Yesterday the Times reported on a speech made by John McDonnell back in 1986.
John McDonnell called for the “ballot, the bullet and the bomb” to unite Ireland at the height of the IRA’s terrorism campaign against Britain, The Times can reveal. The shadow chancellor also suggested, with black humour, that Labour councillors who refused to meet the IRA’s political wing should have their knee-caps shot off.
Mr McDonnell was speaking as part of a tour by Sinn Fein of Labour councils in London that he helped to organise. Among his guests was a republican convicted of a terrorist car bombing. The Irish Democrat newspaper said at the time that the political wing of the IRA was “engaged in a large-scale propaganda exercise with the help of the Labour committee on Ireland”.
McDonnell’s spokesman’s protestations ring hollow.
The quote is clearly taken out of context — John rejects all forms of violence and has done so all his political career.
Last night on Question Time Ken Livingstone said the 7/7 bombers ‘gave their lives’ for their cause.
‘They gave their lives, they said what they believed. They took Londoners’ lives in protest at our invasion of Iraq.’
(You can watch the clip here.) His remarks have been widely condemned by politicians from all parties.
Meanwhile Corbyn faces rebellion from members of his Shadow Cabinet over his stance on Syria.
Mr Corbyn’s decision to write to Labour MPs setting out his opposition – before the shadow cabinet had reached agreement – was criticised by a senior shadow minister.
They told the BBC: “There will be resignations among senior members of the shadow cabinet over this.”
Further anger was caused when Corbyn wrote to Labour MPs stating categorically that he could not support the action Cameron proposes, even though he had just agreed to postpone a decision on the party’s stance until after the weekend.
It is understood that Mr Corbyn did not even tell Hilary Benn, his shadow foreign secretary, that he was dispatching the note, which emerged last night after Mr Benn said there was a “compelling case” for backing airstrikes.
Diane Abbott, one of the leader’s allies, warned fellow shadow ministers to remember that their jobs were in the gift of Mr Corbyn, adding: “He is the one with the electoral mandate.”
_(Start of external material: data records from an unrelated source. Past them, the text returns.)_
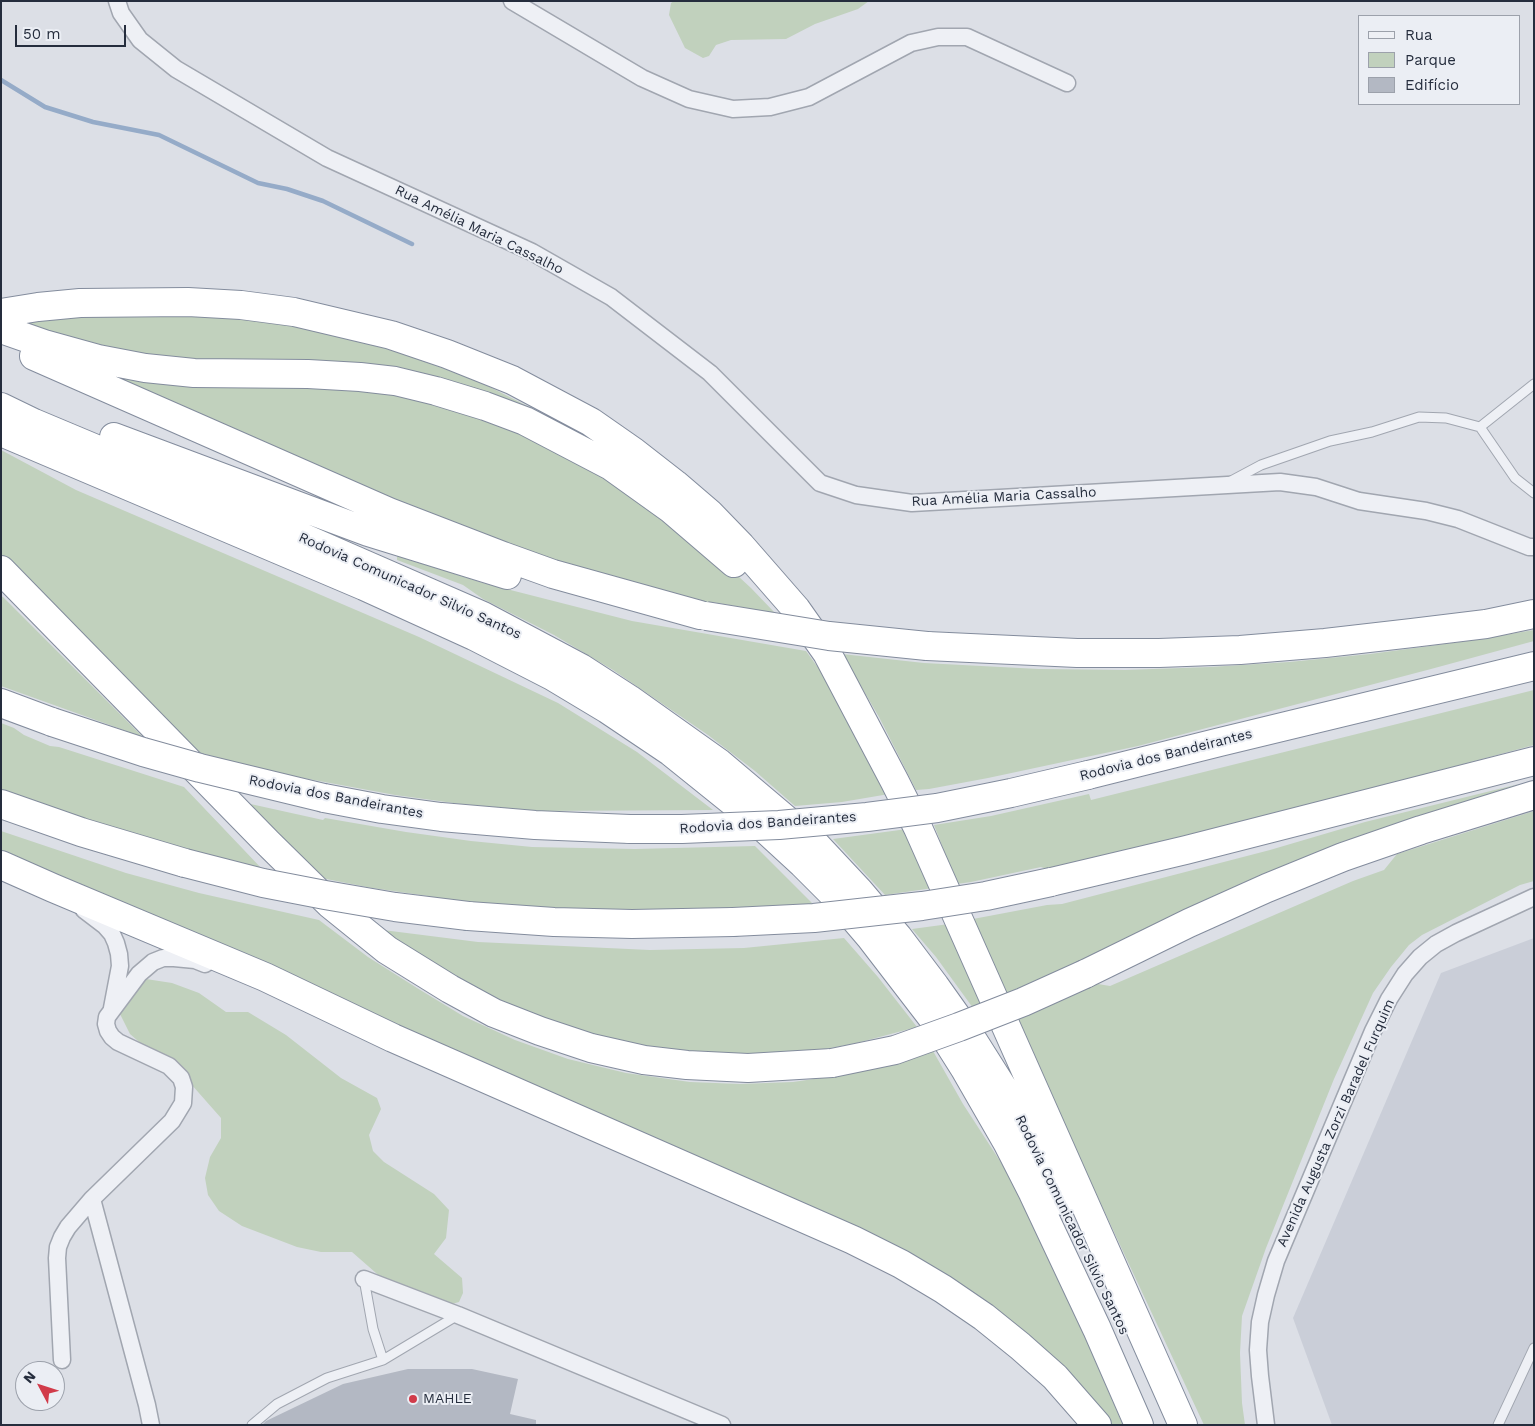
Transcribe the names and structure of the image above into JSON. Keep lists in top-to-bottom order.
{
  "streets": {
    "highway": ["Rodovia Comunicador Silvio Santos", "Rodovia dos Bandeirantes"],
    "street": ["Rua Amélia Maria Cassalho", "Avenida Augusta Zorzi Baradel Furquim"]
  },
  "places": ["MAHLE"],
  "legend": ["Rua", "Parque", "Edifício"],
  "scale_bar": "50 m",
  "north": "top left"
}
(Here is an archive clip of Abbott’s take on Chairman Mao – apparently he did more good than harm.)
Corbyn has cancelled a campaigning trip to Oldham where Jim McMahon, the Labour candidate who hopes to win Michael Meacher’s seat, has seen odds on a UKIP victory go from 8/1 to 5/2.
Alec adds: It was taken out of context! It was a mistranslation! Oh, it was in English. Whoops.
Presumably hence his support for the terror group which shelled the other two runways two days running when he was candidate for the local constituency.